The task:
Only the lines holding the string "KARAMOKO" are needed; copy each of them from the data.

(Dataset entries)
::::

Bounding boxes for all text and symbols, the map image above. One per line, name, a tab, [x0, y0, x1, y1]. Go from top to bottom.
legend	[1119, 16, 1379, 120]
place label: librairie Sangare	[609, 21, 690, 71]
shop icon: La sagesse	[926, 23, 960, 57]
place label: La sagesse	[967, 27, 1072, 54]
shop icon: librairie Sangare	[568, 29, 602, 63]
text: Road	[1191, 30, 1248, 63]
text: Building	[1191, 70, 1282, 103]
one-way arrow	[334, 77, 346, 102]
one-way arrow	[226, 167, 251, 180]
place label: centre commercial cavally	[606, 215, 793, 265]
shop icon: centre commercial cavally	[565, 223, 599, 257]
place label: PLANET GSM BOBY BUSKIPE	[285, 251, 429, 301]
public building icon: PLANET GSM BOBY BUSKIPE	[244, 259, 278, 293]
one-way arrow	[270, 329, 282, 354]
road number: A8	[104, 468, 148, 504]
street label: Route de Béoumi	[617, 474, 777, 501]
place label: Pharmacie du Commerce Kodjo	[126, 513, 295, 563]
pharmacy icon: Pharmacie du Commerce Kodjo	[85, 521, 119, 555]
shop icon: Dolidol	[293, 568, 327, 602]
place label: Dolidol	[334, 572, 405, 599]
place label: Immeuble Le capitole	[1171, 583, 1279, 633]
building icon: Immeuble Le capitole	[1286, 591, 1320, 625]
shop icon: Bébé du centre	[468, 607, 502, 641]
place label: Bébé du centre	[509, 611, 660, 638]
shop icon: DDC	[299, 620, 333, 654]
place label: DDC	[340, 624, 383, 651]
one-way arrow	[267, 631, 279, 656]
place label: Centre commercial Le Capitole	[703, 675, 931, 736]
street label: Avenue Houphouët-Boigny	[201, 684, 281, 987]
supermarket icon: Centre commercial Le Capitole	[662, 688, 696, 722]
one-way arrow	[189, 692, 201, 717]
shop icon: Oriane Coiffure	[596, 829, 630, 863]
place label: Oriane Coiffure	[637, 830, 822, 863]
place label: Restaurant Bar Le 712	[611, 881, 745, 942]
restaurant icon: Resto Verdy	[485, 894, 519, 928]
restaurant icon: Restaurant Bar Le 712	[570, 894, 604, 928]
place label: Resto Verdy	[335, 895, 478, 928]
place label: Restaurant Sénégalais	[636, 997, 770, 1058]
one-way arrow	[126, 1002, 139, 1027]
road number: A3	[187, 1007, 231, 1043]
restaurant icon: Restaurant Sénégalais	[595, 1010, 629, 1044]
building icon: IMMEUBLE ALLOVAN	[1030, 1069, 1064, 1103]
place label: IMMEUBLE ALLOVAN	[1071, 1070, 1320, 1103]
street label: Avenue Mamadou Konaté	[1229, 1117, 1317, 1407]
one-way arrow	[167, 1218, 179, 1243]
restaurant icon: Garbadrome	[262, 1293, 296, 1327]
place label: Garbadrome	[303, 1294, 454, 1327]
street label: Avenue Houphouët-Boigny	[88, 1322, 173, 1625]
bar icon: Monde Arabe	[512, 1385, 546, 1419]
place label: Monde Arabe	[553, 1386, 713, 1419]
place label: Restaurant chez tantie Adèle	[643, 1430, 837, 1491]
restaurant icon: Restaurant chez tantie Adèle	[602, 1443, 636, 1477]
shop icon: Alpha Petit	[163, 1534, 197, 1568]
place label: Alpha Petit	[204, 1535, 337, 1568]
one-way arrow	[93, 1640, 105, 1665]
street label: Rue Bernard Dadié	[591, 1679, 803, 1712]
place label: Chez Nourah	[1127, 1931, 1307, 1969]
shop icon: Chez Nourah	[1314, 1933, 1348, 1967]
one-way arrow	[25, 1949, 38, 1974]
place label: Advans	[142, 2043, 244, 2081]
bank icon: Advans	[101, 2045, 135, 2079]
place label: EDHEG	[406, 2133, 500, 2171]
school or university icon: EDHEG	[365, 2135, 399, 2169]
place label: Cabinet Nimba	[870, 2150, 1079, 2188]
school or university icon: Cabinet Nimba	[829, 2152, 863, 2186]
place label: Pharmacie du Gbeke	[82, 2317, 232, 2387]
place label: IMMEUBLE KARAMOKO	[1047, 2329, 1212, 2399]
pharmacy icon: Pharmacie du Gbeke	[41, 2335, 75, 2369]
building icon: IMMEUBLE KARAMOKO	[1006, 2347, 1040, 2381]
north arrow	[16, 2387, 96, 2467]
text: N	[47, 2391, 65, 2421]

::::

Solution to this exercise:
place label: IMMEUBLE KARAMOKO	[1047, 2329, 1212, 2399]
building icon: IMMEUBLE KARAMOKO	[1006, 2347, 1040, 2381]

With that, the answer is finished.